COLUMBIA — When Kristopher Prince was convicted of murder in September, Boone County Circuit Judge Kevin Crane told the jury that he could either confirm its recommendation of a 50-year sentence or propose a lesser sentence.
On Monday, Crane confirmed the sentence.
Prince, 19, now faces 50 years in prison: 30 years for second-degree murder, 15 years for unlawful use of a weapon and five years for armed criminal action, to be served consecutively. Crane also denied Prince's motions for a judgment of acquittal and for a new trial.
"You do have a lot of people who love you," Crane told Prince on Monday in Boone County Circuit Court, referring to letters he had received from Prince's family and friends. "But you didn't take individual responsibility for your actions."
On April 18, 2007, Prince fired four to six shots from an assault rifle during a high-speed car chase near the intersection of Grindstone Parkway and Bearfield Road. One of the bullets struck Tedarrian Robinson, 17, who was riding in the front passenger seat of the car being chased. Robinson was pronounced dead later that day at University Hospital.
At Monday's sentencing hearing, Michael Byrne, one of Prince's attorneys from the Boone County Public Defender's Office, asked Crane to consider a lesser sentence. "This is a crime of stupidity and recklessness," Byrne said. "It is not something that occurred out of evilness. Fifty years would be a sentence for someone who is truly despicable."
He urged Crane to follow the recommendations of the Sentencing Assessment Report, which helps judges make informed decisions about criminal sentencing. Byrne said the report calls for a sentence of 15 years in prison for people with no prior convictions who commit this type of crime. He said that at most, Prince should be sentenced to 30 years in prison.
But Dan Knight, the Boone County prosecuting attorney, said Prince deserves the full 50-year sentence because he has a long criminal history. Prince put a number of other people at risk with his reckless actions on the day of the murder, Knight said, calling him a "dangerous and violent person."

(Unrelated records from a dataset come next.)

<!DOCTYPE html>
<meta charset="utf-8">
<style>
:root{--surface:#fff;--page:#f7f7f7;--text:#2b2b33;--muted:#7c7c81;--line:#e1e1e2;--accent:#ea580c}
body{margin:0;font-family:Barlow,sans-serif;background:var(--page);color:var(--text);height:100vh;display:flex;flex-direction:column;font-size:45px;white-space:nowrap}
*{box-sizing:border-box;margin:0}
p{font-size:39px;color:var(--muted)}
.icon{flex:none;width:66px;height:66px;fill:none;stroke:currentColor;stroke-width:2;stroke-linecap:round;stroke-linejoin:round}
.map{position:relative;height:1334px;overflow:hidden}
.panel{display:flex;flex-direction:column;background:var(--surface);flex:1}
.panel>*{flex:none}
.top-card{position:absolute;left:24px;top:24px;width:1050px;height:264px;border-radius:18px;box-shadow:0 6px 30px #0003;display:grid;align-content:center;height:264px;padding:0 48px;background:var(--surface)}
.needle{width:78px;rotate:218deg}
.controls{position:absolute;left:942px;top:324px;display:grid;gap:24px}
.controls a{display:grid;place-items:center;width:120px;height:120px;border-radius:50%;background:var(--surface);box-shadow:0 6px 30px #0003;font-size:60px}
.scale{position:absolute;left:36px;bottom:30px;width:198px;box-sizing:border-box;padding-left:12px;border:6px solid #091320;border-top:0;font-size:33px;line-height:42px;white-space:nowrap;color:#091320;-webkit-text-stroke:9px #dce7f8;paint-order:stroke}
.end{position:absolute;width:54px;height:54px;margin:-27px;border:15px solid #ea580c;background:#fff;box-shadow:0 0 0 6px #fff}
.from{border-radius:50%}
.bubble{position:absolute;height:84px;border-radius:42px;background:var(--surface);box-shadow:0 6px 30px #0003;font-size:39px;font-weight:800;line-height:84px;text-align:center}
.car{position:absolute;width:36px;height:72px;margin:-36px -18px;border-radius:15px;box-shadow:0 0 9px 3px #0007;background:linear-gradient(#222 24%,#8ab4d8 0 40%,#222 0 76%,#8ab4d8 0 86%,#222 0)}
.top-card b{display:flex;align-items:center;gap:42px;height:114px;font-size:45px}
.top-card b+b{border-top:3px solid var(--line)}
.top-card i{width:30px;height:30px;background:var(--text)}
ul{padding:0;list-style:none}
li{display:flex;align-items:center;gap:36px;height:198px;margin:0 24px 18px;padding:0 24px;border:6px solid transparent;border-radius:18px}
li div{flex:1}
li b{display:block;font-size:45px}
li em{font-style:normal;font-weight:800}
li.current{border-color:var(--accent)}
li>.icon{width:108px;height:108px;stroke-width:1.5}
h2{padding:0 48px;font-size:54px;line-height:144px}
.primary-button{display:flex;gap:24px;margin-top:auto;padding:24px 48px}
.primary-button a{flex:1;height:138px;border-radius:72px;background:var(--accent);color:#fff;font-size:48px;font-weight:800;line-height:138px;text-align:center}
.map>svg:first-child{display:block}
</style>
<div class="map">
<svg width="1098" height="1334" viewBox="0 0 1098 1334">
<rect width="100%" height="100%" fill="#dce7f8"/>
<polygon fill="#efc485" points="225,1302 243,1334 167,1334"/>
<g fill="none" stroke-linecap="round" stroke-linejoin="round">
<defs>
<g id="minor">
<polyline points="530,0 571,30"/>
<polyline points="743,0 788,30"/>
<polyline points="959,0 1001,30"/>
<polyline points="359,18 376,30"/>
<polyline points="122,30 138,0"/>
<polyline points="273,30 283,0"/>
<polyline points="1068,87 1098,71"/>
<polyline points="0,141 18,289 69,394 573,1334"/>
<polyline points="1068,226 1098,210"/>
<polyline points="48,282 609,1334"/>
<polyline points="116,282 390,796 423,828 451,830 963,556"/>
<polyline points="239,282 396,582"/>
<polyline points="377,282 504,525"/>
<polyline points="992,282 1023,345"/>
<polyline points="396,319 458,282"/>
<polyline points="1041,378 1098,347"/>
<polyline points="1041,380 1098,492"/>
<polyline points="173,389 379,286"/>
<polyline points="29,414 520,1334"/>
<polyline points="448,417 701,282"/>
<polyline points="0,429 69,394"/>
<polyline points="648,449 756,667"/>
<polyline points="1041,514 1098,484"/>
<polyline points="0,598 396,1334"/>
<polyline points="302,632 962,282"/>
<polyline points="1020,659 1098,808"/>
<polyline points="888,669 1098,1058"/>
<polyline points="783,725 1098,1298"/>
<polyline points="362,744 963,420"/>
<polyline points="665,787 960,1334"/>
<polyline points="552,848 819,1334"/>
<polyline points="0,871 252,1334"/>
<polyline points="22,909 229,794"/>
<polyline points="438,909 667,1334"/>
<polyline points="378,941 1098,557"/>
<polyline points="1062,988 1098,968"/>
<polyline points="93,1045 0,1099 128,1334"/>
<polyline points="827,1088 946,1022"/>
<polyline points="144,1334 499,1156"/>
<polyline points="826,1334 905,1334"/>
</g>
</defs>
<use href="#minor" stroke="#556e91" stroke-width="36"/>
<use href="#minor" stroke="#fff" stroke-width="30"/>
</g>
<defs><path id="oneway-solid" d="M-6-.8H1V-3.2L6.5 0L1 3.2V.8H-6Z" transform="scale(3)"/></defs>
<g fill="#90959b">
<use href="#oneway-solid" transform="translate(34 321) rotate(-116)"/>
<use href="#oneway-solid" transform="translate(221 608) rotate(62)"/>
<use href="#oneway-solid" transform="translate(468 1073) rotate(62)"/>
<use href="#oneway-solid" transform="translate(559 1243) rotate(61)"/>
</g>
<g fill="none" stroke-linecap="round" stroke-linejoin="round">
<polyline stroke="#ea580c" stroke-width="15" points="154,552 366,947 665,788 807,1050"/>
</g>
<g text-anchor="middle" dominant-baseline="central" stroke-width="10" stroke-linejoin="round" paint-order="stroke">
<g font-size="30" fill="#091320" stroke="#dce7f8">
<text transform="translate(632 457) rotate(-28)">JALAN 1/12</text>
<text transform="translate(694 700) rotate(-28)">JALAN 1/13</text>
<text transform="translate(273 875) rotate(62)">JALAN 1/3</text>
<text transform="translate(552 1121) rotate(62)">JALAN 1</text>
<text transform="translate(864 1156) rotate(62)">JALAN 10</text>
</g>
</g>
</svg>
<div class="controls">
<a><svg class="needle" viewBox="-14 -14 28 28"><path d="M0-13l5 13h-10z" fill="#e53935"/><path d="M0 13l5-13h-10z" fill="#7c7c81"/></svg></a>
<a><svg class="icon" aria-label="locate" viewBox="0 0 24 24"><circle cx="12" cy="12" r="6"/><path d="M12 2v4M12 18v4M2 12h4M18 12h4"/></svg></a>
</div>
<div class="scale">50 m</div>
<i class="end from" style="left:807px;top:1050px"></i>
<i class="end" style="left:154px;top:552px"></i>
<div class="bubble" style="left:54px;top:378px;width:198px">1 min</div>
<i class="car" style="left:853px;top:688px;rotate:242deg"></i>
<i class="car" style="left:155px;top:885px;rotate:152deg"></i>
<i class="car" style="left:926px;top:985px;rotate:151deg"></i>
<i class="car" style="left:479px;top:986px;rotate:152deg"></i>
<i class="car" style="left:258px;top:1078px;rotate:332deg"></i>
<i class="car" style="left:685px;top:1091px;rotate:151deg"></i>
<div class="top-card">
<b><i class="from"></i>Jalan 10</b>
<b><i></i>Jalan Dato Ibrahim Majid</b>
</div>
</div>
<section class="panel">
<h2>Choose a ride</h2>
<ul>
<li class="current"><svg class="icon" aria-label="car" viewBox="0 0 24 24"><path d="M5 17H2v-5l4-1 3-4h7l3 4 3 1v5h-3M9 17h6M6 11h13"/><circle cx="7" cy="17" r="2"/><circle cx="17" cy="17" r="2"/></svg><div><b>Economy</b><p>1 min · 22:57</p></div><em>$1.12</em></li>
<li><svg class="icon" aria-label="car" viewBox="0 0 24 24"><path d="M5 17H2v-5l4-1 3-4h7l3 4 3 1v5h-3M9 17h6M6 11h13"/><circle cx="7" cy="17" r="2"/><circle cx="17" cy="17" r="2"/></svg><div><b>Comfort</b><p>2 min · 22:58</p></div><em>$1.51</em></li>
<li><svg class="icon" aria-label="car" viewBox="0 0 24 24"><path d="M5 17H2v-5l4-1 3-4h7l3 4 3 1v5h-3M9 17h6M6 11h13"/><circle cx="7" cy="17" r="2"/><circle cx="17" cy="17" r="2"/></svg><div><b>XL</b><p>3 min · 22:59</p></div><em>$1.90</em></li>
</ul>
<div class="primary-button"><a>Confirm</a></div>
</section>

Cherry Robinson, Tedarrian Robinson's mother, took the stand Monday but did not give any specific recommendations for sentencing. Still, she said, "I don't see any sign of remorse on Mr. Prince's face."
Prince exercised his legal right to say that he was not effectively represented by his defense team. He listed a number of problems he had with his defense, including his lawyer's failure to call certain witnesses and to test certain items of evidence.
Crane said the court will find Prince another attorney for his appeal.